The Subtle Art of Not Giving a Fuck: A Counterintuitive Approach to Living a Good Life
- Author: Mark Manson
- Language: English
- Publisher: HarperOne
- Publication date: September 13, 2016
- Publication place: United States
- Media type: Print
- Pages: 272
- ISBN: 978-0-06-245771-4 (hardcover)
- Followed by: Everything Is F*cked

= The Subtle Art of Not Giving a Fuck =

2016 book by Mark Manson

The Subtle Art of Not Giving a Fuck: A Counterintuitive Approach to Living a Good Life is a 2016 nonfiction self-help book by American blogger and author Mark Manson. The book covers Manson's belief that life's struggles give it meaning and argues that typical self-help books offer meaningless positivity which is neither practical nor helpful. It was a New York Times and Globe and Mail bestseller.

==Publication history==
The Subtle Art of Not Giving a Fuck was published under the imprint of HarperOne, a division of HarperCollins Publishers. It was released on September 13, 2016.

As of July 2024, over 20 million copies of the book had been sold.

==Contents==
The book is a reaction to the self-help industry and what Manson saw as a culture of mindless positivity that is not practical or helpful for most people. Manson uses many of his own personal experiences to illustrate how life's struggles often give it more meaning, which, he argues, is a better approach than constantly trying to be happy. Manson's approach and writing style have been described as different from other self-help books, using blunt honesty and profanity to illustrate his ideas.

The book has nine chapters. The first chapter, Don't Try, is named after the philosophy of Charles Bukowski, who served as a major inspiration for the whole book.

The chapters have the following titles:

1. Don't try.
2. Happiness is a problem.
3. You are not special.
4. The value of suffering.
5. You are always choosing.
6. You are wrong about everything (but so am I).
7. Failure is the way forward.
8. The importance of saying no.
9. And then you die.

==Summary==
The Subtle Art of Not Giving a Fuck argues that individuals should seek to find meaning through what they find to be important and only engage in values that they can control. Values (such as popularity) that are not under a person's control are, according to the book, 'bad values'. Furthermore, individuals should strive to replace these uncontrollable values with things they have the capability to change, such as punctuality, honesty, or kindness. Manson further cautions against claiming certainty about knowledge that is out of one's grasp, especially in the case of attempting to leave a legacy. Meaning can be found, Manson claims, when one seeks to create joy in the moment for one's self and those around one, as opposed to being concerned with building a body of work as a legacy.

==Film adaptation==
The Subtle Art of Not Giving a Fuck was released as a documentary film in 2023, with Mark Manson himself narrating the film.
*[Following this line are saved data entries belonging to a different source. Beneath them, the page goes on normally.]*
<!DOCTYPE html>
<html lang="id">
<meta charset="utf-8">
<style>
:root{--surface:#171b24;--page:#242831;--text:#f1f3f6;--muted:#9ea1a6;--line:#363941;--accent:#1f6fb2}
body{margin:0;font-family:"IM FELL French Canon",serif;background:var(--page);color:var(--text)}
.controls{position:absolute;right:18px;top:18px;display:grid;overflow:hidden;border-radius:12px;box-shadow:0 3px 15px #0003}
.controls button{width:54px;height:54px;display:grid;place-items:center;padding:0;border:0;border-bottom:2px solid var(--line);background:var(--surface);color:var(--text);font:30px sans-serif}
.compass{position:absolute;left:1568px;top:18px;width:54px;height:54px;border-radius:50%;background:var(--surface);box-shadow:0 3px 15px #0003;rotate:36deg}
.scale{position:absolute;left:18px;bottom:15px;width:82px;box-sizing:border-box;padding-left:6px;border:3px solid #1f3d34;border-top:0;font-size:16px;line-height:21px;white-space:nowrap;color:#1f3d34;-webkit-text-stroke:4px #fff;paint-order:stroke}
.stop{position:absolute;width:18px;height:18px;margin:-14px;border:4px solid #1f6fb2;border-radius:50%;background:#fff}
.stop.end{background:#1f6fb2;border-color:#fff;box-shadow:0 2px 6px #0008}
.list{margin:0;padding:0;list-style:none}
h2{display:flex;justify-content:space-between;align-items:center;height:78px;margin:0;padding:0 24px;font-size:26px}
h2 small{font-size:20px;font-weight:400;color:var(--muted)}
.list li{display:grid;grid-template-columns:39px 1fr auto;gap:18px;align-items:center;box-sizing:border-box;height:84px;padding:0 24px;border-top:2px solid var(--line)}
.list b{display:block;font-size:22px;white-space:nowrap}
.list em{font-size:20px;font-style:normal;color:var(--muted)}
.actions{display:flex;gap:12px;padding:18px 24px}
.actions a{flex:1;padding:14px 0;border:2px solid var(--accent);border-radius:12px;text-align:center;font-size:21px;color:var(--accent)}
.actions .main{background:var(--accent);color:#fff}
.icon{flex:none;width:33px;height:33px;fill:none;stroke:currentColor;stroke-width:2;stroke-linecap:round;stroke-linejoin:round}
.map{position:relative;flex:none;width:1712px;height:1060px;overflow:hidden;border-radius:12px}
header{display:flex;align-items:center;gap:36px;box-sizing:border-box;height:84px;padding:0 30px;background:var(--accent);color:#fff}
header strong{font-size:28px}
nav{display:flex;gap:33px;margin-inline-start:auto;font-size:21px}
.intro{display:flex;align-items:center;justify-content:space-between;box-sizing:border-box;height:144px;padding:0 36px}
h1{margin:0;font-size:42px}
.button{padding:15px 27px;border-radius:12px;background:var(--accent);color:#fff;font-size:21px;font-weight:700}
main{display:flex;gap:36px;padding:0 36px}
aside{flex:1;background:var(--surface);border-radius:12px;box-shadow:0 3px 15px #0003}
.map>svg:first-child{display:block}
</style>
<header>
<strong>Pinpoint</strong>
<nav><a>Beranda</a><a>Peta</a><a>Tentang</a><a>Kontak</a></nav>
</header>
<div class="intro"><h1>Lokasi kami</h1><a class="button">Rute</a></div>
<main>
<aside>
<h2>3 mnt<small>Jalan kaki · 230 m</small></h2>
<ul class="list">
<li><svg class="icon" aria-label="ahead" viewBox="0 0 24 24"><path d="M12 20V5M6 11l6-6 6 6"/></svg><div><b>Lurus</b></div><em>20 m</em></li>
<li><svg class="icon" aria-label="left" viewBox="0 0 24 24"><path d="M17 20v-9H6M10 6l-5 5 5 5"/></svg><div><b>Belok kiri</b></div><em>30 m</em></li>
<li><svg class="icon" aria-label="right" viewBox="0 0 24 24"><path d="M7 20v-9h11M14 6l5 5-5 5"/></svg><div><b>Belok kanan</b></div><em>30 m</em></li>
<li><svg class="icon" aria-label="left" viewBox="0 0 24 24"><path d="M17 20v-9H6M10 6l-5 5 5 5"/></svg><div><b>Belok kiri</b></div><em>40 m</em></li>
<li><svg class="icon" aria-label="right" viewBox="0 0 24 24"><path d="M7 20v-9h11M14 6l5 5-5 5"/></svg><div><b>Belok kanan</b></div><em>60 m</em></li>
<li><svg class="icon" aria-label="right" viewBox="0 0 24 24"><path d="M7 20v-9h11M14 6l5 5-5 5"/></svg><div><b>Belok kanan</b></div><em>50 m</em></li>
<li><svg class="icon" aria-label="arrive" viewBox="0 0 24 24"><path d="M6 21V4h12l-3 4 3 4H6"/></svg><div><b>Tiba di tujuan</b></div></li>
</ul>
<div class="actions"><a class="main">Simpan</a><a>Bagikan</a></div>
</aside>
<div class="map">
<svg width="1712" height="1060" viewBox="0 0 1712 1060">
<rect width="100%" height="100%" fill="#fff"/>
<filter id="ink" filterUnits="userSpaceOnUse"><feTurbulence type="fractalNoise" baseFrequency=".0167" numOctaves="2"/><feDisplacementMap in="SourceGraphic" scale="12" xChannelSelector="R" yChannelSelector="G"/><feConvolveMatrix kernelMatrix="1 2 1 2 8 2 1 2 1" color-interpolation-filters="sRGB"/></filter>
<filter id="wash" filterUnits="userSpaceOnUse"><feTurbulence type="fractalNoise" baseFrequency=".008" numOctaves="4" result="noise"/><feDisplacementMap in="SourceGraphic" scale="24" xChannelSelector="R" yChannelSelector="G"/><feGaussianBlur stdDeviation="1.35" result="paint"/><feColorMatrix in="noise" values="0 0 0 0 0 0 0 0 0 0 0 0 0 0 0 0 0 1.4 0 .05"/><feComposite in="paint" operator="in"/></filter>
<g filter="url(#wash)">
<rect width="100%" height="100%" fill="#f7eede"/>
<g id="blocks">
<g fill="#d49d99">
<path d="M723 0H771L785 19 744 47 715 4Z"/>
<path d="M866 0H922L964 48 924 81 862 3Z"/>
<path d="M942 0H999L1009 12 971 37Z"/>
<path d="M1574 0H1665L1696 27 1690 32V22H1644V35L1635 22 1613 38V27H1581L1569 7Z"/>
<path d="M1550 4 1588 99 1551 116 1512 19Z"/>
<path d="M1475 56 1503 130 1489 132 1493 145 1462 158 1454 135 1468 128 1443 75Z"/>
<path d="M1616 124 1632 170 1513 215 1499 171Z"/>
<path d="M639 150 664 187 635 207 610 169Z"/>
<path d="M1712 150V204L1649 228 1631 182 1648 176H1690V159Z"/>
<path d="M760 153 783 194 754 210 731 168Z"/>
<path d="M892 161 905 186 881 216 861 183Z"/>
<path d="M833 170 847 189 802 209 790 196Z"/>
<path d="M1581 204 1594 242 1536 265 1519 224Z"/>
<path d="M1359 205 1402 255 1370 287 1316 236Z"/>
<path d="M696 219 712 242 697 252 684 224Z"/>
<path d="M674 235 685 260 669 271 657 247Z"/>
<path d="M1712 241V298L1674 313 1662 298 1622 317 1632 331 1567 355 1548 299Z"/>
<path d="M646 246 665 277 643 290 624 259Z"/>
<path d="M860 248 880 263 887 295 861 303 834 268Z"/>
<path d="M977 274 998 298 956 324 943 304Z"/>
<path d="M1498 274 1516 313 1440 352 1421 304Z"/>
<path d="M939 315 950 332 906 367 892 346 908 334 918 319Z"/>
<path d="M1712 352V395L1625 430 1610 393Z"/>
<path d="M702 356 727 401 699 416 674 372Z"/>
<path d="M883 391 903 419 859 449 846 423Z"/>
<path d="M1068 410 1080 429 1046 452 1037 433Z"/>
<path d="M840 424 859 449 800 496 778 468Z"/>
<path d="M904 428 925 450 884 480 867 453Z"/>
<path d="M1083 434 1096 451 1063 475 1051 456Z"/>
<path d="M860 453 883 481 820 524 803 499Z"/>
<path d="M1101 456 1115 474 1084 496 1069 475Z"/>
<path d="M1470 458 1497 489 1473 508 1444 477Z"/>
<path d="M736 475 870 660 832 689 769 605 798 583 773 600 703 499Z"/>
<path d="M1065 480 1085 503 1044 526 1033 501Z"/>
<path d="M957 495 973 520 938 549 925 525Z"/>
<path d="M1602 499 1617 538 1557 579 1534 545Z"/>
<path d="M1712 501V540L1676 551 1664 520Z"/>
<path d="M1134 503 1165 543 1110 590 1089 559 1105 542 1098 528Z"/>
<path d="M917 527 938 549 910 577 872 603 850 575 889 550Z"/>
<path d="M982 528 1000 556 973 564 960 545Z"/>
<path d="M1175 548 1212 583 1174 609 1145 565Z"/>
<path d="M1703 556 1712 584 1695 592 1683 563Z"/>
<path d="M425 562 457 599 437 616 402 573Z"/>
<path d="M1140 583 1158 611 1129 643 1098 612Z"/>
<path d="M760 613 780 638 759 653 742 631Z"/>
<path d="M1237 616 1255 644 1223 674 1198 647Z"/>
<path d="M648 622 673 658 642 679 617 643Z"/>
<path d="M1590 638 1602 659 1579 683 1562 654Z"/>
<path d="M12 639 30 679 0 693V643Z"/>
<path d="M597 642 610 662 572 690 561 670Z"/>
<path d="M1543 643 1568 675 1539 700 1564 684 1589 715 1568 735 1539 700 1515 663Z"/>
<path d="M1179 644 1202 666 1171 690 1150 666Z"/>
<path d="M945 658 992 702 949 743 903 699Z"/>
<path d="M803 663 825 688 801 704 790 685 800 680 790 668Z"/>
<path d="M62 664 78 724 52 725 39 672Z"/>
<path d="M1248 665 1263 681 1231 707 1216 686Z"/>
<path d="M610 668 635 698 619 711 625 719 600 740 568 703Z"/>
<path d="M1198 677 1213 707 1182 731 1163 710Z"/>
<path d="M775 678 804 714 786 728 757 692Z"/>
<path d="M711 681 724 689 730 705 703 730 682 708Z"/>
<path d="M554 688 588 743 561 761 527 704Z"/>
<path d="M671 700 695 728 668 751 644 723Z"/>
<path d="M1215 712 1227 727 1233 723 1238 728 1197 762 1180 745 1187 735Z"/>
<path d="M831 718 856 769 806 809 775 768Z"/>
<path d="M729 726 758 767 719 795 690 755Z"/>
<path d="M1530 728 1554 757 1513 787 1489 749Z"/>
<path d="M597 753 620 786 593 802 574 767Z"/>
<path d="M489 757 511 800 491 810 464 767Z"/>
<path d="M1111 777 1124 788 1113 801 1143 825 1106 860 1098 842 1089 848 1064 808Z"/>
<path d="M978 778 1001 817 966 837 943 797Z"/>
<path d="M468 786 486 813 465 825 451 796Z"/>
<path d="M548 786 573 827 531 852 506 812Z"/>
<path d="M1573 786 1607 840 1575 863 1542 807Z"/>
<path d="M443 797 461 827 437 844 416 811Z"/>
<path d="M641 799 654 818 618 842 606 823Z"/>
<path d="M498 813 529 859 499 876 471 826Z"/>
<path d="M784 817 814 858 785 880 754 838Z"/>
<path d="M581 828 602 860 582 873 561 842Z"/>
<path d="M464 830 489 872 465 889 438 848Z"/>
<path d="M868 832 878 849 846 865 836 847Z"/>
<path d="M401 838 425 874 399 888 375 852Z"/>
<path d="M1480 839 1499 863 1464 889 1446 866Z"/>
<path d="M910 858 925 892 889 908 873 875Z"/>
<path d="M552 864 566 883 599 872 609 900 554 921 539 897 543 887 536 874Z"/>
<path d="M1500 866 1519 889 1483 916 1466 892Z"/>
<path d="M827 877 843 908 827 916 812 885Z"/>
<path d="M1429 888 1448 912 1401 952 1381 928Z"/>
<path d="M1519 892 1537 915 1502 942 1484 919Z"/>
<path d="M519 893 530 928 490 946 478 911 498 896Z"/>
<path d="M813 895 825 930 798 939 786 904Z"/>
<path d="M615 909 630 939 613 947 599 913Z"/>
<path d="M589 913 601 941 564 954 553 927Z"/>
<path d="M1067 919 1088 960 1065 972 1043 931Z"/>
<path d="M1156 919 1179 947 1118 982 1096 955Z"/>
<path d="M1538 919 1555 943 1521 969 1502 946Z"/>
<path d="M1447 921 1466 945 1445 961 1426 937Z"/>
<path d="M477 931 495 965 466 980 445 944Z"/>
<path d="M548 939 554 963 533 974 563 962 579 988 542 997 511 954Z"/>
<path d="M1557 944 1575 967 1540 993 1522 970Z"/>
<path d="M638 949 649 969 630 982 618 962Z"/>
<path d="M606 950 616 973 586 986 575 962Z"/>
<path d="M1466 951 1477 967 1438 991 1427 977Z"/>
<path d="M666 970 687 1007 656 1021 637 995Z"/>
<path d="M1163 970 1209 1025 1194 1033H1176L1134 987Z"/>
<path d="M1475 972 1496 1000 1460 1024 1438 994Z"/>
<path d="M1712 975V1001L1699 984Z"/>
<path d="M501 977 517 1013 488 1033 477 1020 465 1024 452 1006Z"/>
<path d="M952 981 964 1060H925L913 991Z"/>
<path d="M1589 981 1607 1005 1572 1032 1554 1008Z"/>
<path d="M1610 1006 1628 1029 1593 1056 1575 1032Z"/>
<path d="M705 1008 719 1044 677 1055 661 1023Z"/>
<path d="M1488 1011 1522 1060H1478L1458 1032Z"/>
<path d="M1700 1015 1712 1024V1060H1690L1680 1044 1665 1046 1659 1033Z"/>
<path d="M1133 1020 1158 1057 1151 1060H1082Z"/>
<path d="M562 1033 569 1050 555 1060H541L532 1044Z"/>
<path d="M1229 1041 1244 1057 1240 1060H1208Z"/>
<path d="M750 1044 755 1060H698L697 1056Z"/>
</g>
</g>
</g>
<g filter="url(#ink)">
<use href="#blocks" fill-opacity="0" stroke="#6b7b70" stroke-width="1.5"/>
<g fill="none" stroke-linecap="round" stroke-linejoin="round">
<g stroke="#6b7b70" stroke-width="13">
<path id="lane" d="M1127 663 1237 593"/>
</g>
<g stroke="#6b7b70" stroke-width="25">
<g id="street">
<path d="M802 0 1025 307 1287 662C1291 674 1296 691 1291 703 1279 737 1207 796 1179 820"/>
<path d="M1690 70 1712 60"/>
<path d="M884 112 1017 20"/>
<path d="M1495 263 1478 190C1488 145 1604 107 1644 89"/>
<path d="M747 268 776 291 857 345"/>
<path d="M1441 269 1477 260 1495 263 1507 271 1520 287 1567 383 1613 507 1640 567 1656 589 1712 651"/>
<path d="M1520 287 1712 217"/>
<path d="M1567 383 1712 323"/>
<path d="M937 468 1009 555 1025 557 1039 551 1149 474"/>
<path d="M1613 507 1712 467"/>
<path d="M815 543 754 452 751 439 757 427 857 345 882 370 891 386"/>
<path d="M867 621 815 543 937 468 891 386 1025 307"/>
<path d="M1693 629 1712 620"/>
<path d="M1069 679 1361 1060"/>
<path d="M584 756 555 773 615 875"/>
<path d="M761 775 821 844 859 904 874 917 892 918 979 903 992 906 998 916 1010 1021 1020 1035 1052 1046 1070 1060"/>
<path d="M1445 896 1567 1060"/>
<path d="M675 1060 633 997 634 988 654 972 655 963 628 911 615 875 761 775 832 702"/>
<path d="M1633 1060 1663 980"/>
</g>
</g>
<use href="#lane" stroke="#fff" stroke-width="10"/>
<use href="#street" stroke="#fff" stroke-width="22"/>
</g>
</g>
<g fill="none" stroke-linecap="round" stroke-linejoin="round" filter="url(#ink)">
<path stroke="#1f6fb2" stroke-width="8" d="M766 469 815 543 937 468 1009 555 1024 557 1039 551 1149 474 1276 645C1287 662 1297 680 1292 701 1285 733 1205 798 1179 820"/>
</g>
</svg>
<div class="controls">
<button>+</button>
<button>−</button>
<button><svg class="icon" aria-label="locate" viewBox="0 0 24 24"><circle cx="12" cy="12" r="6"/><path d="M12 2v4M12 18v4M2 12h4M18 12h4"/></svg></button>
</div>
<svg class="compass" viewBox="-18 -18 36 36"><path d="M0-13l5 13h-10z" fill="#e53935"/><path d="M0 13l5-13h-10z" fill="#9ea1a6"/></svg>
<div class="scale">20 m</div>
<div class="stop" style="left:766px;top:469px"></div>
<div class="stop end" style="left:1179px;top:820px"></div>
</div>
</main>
The film was directed by Nathan Price and produced by Tom Blackwell and Matthew Metcalfe. It was produced by GFC Films, Ingenious Media, and Trellick Films. Universal Pictures served as the distributor for the film.

==Reception==
The Subtle Art of Not Giving a Fuck first appeared on the New York Times Bestseller List at #6 for the category of How-to and Miscellaneous for the week of October 2, 2016. It reached #1 for the first time on July 16, 2017. As of the mid of September 2024, the book has spent 327 weeks on the New York Times Bestseller list.

The book also appeared on the Washington Post Bestseller List at #9 in the Non-fiction/General category for the week of September 25, 2016, and on the Toronto Star List at #1 in the Self-Improvement category on September 23, 2016. In 2017, it was the best-selling nonfiction book from Barnes & Noble, the #4 best-selling book on all of Amazon.com, and the #9 best-selling book in Canada.
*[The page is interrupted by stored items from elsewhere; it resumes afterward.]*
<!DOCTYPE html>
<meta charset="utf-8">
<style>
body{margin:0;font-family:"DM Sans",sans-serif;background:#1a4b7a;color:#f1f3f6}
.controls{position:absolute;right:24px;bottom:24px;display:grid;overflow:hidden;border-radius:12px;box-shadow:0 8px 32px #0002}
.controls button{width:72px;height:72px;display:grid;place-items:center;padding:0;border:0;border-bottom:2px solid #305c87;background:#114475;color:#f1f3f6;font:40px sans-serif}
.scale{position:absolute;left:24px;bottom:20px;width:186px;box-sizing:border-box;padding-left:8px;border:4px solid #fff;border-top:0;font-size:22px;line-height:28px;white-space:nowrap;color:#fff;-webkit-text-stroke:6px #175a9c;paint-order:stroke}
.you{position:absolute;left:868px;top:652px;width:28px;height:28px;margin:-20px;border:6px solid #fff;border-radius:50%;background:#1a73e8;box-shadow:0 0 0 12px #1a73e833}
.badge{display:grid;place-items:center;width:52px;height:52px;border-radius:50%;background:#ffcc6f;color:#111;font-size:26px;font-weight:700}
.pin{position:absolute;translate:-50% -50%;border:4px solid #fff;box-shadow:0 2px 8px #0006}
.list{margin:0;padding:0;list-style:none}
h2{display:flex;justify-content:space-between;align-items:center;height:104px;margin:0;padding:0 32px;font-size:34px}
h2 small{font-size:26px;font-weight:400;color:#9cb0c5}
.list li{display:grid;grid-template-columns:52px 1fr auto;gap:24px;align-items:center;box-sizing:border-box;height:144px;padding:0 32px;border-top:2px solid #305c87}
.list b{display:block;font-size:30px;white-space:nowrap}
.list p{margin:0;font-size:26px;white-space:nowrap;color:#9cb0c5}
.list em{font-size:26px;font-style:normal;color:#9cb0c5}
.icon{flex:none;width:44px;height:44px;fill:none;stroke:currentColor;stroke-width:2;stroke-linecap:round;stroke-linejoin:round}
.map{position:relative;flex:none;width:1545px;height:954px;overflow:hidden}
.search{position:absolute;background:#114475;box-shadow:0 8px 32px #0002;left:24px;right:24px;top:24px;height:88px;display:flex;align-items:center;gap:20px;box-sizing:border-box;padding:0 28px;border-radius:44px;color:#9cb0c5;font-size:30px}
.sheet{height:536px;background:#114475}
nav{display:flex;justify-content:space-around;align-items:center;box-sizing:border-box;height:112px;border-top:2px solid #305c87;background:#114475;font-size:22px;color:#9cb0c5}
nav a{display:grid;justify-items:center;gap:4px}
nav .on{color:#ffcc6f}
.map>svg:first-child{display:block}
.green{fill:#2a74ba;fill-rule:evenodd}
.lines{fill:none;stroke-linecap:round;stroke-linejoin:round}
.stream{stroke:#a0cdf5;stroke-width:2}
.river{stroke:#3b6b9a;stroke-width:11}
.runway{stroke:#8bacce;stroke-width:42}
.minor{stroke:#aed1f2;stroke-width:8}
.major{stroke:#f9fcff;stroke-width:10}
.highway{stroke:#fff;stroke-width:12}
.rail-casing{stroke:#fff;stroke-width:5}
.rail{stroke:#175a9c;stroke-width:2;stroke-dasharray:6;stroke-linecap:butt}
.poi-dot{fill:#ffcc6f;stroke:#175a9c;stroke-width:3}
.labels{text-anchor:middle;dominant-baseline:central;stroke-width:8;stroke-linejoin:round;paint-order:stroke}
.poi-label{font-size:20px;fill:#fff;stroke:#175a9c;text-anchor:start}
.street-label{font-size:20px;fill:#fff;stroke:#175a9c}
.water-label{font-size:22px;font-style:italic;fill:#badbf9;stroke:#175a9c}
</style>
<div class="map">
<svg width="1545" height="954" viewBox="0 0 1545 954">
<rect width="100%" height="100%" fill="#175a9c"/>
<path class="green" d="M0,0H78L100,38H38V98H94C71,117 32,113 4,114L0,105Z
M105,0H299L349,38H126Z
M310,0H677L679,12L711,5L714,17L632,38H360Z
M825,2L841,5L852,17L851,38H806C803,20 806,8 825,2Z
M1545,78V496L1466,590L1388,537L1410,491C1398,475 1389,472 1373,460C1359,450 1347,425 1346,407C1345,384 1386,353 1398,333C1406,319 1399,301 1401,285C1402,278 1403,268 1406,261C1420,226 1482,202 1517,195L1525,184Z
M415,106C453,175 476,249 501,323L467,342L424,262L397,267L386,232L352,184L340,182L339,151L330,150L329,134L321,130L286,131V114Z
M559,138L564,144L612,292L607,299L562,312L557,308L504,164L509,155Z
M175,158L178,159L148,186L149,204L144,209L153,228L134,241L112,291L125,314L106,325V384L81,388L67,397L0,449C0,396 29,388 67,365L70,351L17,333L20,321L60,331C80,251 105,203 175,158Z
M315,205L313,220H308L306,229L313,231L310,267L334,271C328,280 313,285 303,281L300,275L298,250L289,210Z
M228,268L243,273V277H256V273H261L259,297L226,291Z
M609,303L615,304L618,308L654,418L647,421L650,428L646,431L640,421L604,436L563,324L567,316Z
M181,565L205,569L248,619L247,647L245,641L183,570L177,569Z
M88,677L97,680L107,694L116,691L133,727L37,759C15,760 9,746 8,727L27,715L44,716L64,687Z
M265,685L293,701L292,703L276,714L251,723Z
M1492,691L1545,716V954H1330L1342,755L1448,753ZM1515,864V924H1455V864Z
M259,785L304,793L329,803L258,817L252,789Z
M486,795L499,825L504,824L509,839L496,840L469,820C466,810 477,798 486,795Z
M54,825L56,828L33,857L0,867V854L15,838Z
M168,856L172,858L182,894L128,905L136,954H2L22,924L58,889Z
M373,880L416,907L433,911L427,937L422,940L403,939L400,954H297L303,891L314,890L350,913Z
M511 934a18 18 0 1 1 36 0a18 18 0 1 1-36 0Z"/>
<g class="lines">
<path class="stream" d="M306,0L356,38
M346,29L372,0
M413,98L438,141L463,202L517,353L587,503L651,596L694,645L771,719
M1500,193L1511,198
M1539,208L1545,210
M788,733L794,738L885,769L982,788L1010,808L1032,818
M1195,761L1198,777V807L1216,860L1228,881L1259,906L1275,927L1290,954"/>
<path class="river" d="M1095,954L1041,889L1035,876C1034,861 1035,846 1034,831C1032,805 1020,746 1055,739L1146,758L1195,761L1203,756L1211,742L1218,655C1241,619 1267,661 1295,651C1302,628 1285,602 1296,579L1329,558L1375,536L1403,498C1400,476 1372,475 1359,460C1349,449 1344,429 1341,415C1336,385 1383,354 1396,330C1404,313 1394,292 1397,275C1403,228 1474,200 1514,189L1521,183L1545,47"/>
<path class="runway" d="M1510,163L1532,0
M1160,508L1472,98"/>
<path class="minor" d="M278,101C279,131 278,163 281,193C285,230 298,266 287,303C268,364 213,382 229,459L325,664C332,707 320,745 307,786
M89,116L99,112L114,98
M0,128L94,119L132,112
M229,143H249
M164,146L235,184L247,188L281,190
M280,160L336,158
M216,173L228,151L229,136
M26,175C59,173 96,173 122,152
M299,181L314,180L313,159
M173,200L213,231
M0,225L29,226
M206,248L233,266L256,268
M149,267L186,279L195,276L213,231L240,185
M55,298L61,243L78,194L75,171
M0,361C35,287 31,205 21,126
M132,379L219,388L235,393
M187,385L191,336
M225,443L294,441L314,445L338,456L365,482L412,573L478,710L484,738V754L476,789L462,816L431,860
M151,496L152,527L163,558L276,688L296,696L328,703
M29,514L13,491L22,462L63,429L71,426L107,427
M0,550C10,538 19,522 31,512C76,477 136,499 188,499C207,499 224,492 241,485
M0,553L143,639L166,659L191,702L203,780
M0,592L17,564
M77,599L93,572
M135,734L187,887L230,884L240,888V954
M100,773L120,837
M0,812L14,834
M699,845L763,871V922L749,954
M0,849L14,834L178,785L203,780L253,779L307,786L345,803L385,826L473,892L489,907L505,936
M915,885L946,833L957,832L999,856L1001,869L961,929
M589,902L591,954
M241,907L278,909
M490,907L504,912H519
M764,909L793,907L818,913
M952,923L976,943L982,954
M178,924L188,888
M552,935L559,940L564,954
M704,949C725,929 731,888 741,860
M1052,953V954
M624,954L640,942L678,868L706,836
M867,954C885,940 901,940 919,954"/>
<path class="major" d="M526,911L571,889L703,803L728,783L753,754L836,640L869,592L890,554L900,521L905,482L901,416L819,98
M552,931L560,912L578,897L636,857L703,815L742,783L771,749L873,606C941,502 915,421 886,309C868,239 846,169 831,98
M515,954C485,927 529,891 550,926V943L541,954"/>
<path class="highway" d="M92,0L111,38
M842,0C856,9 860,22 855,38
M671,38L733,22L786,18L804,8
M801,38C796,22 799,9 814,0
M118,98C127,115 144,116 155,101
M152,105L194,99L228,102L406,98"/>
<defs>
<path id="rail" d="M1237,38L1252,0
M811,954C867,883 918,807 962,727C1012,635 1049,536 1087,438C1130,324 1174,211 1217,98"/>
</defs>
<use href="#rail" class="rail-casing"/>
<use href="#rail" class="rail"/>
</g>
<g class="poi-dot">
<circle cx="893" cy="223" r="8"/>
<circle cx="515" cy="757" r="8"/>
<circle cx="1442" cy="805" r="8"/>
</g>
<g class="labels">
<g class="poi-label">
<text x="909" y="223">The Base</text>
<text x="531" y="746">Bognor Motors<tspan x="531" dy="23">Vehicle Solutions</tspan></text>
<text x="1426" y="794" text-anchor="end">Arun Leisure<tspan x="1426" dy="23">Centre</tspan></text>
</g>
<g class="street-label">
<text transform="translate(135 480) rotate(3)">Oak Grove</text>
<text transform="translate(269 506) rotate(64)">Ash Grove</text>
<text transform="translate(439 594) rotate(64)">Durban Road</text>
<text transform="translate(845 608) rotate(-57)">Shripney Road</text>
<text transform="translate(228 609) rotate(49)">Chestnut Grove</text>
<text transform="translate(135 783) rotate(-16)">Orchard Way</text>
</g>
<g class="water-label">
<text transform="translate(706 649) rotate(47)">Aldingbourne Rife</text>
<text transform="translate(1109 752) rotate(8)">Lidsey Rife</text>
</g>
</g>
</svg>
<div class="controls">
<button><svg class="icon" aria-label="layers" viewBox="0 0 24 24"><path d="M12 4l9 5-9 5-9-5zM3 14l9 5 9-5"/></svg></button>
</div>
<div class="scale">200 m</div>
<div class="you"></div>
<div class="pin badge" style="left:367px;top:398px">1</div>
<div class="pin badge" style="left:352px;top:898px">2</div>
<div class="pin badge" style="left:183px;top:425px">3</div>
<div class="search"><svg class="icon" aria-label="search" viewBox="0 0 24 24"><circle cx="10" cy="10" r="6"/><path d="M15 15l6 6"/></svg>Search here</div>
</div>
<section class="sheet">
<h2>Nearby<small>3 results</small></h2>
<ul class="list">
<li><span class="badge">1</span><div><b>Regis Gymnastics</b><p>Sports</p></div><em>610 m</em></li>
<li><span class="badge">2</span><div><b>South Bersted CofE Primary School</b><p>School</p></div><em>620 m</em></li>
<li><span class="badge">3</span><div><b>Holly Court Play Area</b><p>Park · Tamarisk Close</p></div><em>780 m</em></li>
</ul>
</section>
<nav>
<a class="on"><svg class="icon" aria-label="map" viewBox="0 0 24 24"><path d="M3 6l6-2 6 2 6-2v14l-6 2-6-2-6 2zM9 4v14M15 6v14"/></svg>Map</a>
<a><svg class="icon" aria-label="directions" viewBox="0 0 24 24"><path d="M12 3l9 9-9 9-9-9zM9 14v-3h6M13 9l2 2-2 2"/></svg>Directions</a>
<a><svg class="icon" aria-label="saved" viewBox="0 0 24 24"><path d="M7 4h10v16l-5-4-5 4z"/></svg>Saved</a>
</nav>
Kirkus Reviews said that the book was "[a] good yardstick by which self-improvement books should be measured".

Erica Rivera, writing for Mandatory, describes Manson's style in the book as being "as blunt as a man-to-man chat", and Katherine Pushkar describes it as "foul-mouthed, funny-as-hell, [and] dead-on", and his philosophy thus: "that life is hard, you're not special, happiness is a hollow goal and therefore you should make sure you're focused on the truly worthwhile", in her review in the New York Daily News.

The book was noted as a prominent instance of an industry wide trend of swear words in book titles during the 2010s.

Critics have been quick to note that the apparent lack of sophistication in language and style of the book is a clever disguise for more serious value-related content of the book.